It’s difficult to know where to start with Bi Gan’s sprawling, lengthy ode to vampirism qua survival. The film comprises five sections spread over what seems like at least a century which are partly related through the figure of Jackson Yee. He plays mostly a gangster (art thief, gang enforcer) who interacts with mysterious women (including Shu Qi but also the well cast Li Gengxin who plays a singer in the last section). Set in the usual dystopian future, the main premise is that most people have given up dreaming in order to live longer, but some – known as the Deliriants – have kept their ability to dream. As such they are a commodity and much sought out.
All of this dreaming/not dreaming, is a filament that maintains a tradition of cinema. Bi Gan clearly thinks the cinema is in danger of dying, and yet is of paramount importance because it contains, as Resnais’ documentary on the French National Library more than half a century ago observes, “toute la memoire du monde.” In Bi Gan’s case it is vampires who seem to be the guardians of tradition (and what a blood thirsty tradition it is).

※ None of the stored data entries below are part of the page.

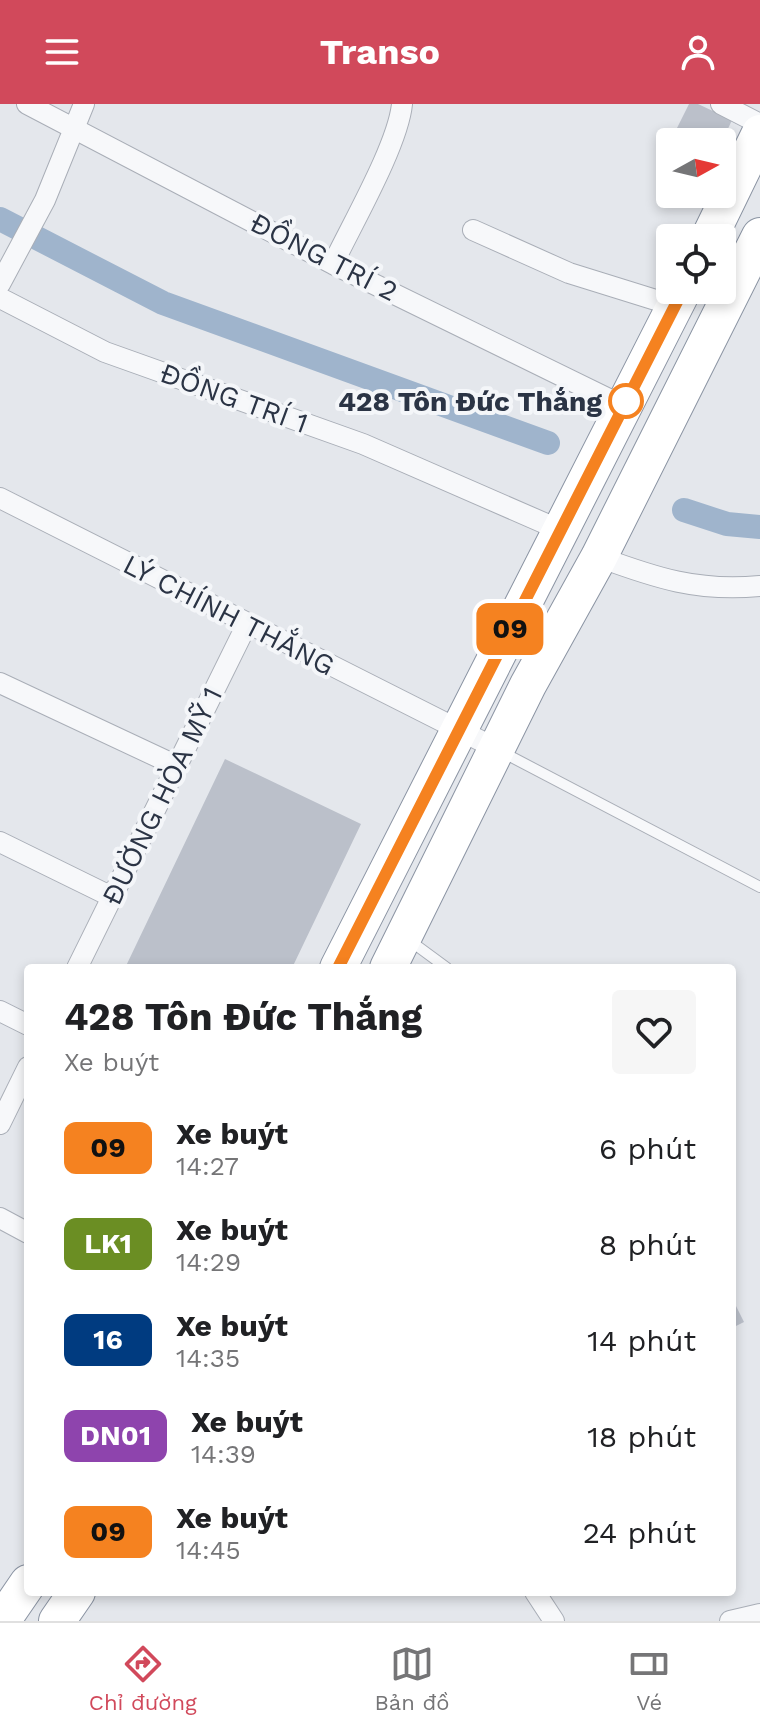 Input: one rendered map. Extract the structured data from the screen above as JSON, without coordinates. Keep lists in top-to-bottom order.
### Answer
{
  "streets": {
    "street": [
      "ĐỒNG TRÍ 2",
      "ĐỒNG TRÍ 1",
      "LÝ CHÍNH THẮNG",
      "ĐƯỜNG HÒA MỸ 1"
    ]
  },
  "crossings": [
    ["LÝ CHÍNH THẮNG", "ĐƯỜNG HÒA MỸ 1"]
  ],
  "places": ["428 Tôn Đức Thắng"],
  "lines": ["bus line 09"],
  "north": "right",
  "page": {
    "header": "Transo",
    "on_map": "09",
    "heading": ["428 Tôn Đức Thắng", "Xe buýt"],
    "list": [
      {
        "mark": "09",
        "name": "Xe buýt",
        "note": "14:27",
        "value": "6 phút"
      },
      {
        "mark": "LK1",
        "name": "Xe buýt",
        "note": "14:29",
        "value": "8 phút"
      },
      {
        "mark": "16",
        "name": "Xe buýt",
        "note": "14:35",
        "value": "14 phút"
      },
      {
        "mark": "DN01",
        "name": "Xe buýt",
        "note": "14:39",
        "value": "18 phút"
      },
      {
        "mark": "09",
        "name": "Xe buýt",
        "note": "14:45",
        "value": "24 phút"
      }
    ],
    "tabs": ["Chỉ đường", "Bản đồ", "Vé"]
  }
} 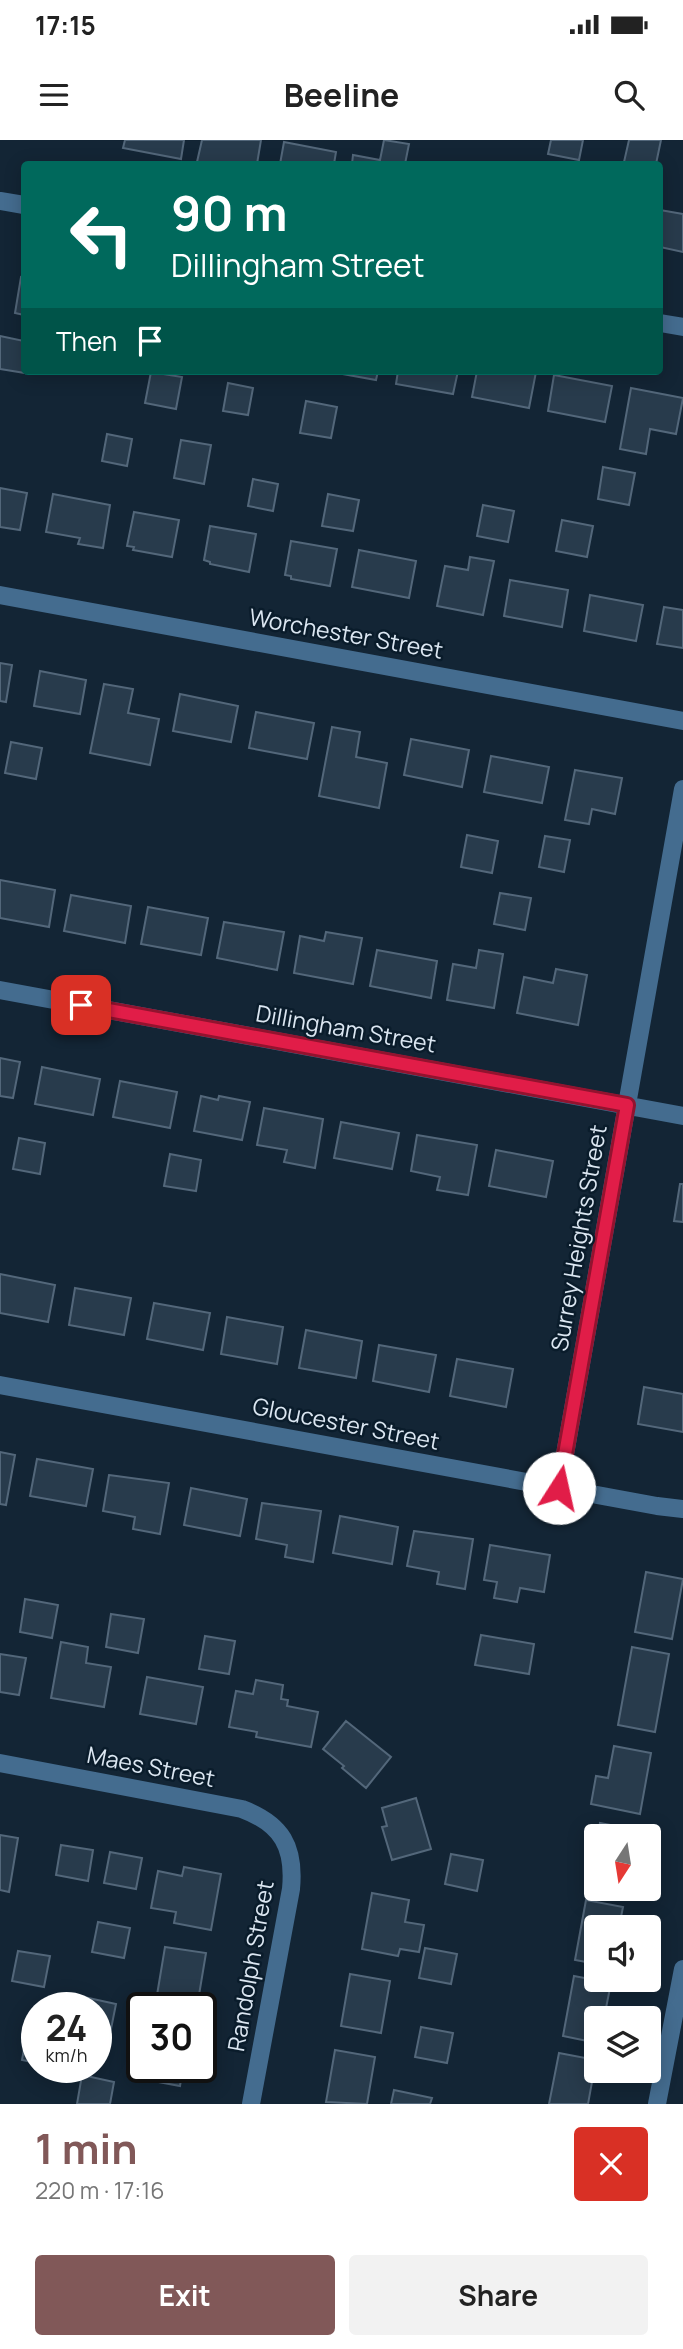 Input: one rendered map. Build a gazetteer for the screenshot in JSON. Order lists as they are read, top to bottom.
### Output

His interpretation (if one can call it that) of vampires is that they are among us, they are evil, and it seems they are both desired and necessary. These observations are not so novel so it is in the telling and references that we must look for some kind of interest and value.
Bi Gan has established himself, in a Murnau-esque way (and his vampire inclusion reinforces this reference) as a long-take filmmaker. This was most evident in the maestro long shot that descends down a mountain, through houses etc in his second film A Long Day’s Journey Into Night.

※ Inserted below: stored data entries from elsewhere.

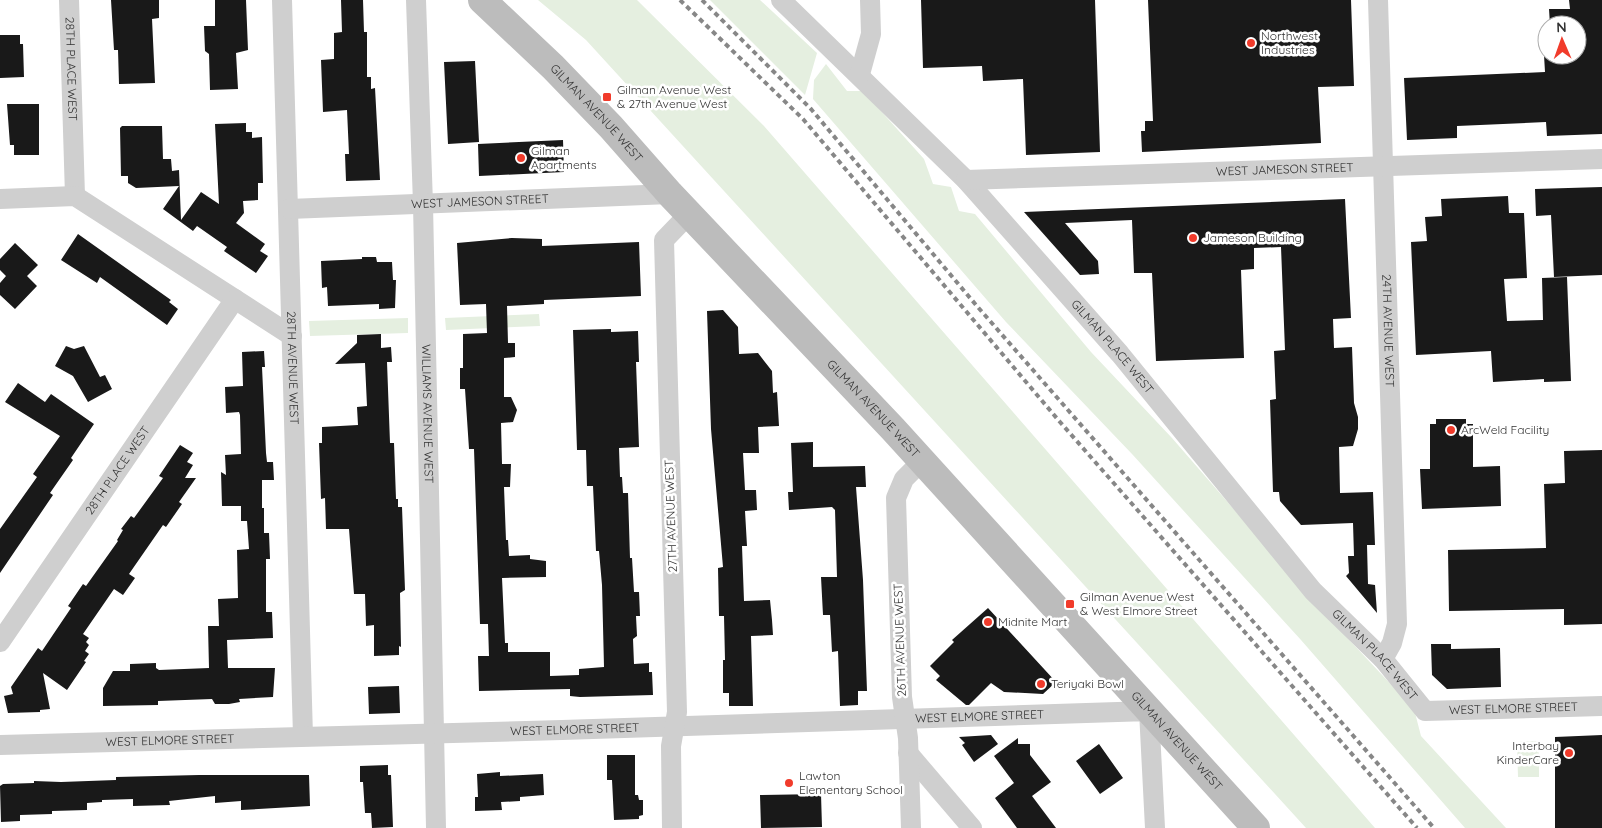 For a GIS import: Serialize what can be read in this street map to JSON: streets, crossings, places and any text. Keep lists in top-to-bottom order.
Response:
{
  "streets": {
    "main road": ["GILMAN AVENUE WEST"],
    "street": [
      "28TH PLACE WEST",
      "WEST JAMESON STREET",
      "24TH AVENUE WEST",
      "GILMAN PLACE WEST",
      "28TH AVENUE WEST",
      "WILLIAMS AVENUE WEST",
      "27TH AVENUE WEST",
      "26TH AVENUE WEST",
      "WEST ELMORE STREET"
    ]
  },
  "crossings": [
    ["GILMAN AVENUE WEST", "WEST JAMESON STREET"],
    ["GILMAN AVENUE WEST", "27TH AVENUE WEST"],
    ["GILMAN AVENUE WEST", "26TH AVENUE WEST"],
    ["GILMAN AVENUE WEST", "WEST ELMORE STREET"],
    ["WEST JAMESON STREET", "24TH AVENUE WEST"],
    ["WEST JAMESON STREET", "GILMAN PLACE WEST"],
    ["WEST JAMESON STREET", "28TH AVENUE WEST"],
    ["WEST JAMESON STREET", "WILLIAMS AVENUE WEST"],
    ["24TH AVENUE WEST", "GILMAN PLACE WEST"],
    ["GILMAN PLACE WEST", "WEST ELMORE STREET"],
    ["28TH AVENUE WEST", "WEST ELMORE STREET"],
    ["WILLIAMS AVENUE WEST", "WEST ELMORE STREET"],
    ["27TH AVENUE WEST", "WEST ELMORE STREET"],
    ["26TH AVENUE WEST", "WEST ELMORE STREET"]
  ],
  "places": {
    "other": [
      "Northwest Industries",
      "Gilman Apartments",
      "Jameson Building",
      "ArcWeld Facility",
      "Midnite Mart",
      "Teriyaki Bowl",
      "Interbay KinderCare",
      "Lawton Elementary School"
    ],
    "transit": ["Gilman Avenue West & 27th Avenue West", "Gilman Avenue West & West Elmore Street"]
  },
  "north": "top"
}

The characteristic of the extremely long take (and in Murnau’s time 10 minutes was long) is two-fold – anxiety and dreaminess. A kind of detached floating but also an engagement with the suspense of reality. Murnau’s classic long take in Sunrise draws us into the world but we are a little on edge (or rather his contemporary audience might have been) because we don’t quite know what we will find there. Similarly in the virtuoso take in Joseph H. Lewis’ Gun Crazy where his version of Bonnie and Clyde rob a bank but the camera is placed inside their getaway car so much of the action is taking place off screen. We wonder what is going on and what will happen.
There are many more examples, many of them related for some reason to gangster movies, Altman’s Thieves Like Us and particularly the wonderful first shot sequence of The Long Goodbye where we follow Elliot Gould (as Philip Marlowe) from supermarket to his unusually placed apartment.
The point is that the long take comes from a dream-state consciousness. It is deliberately ambiguous, and by nature is likely both boring and exciting in varying proportions.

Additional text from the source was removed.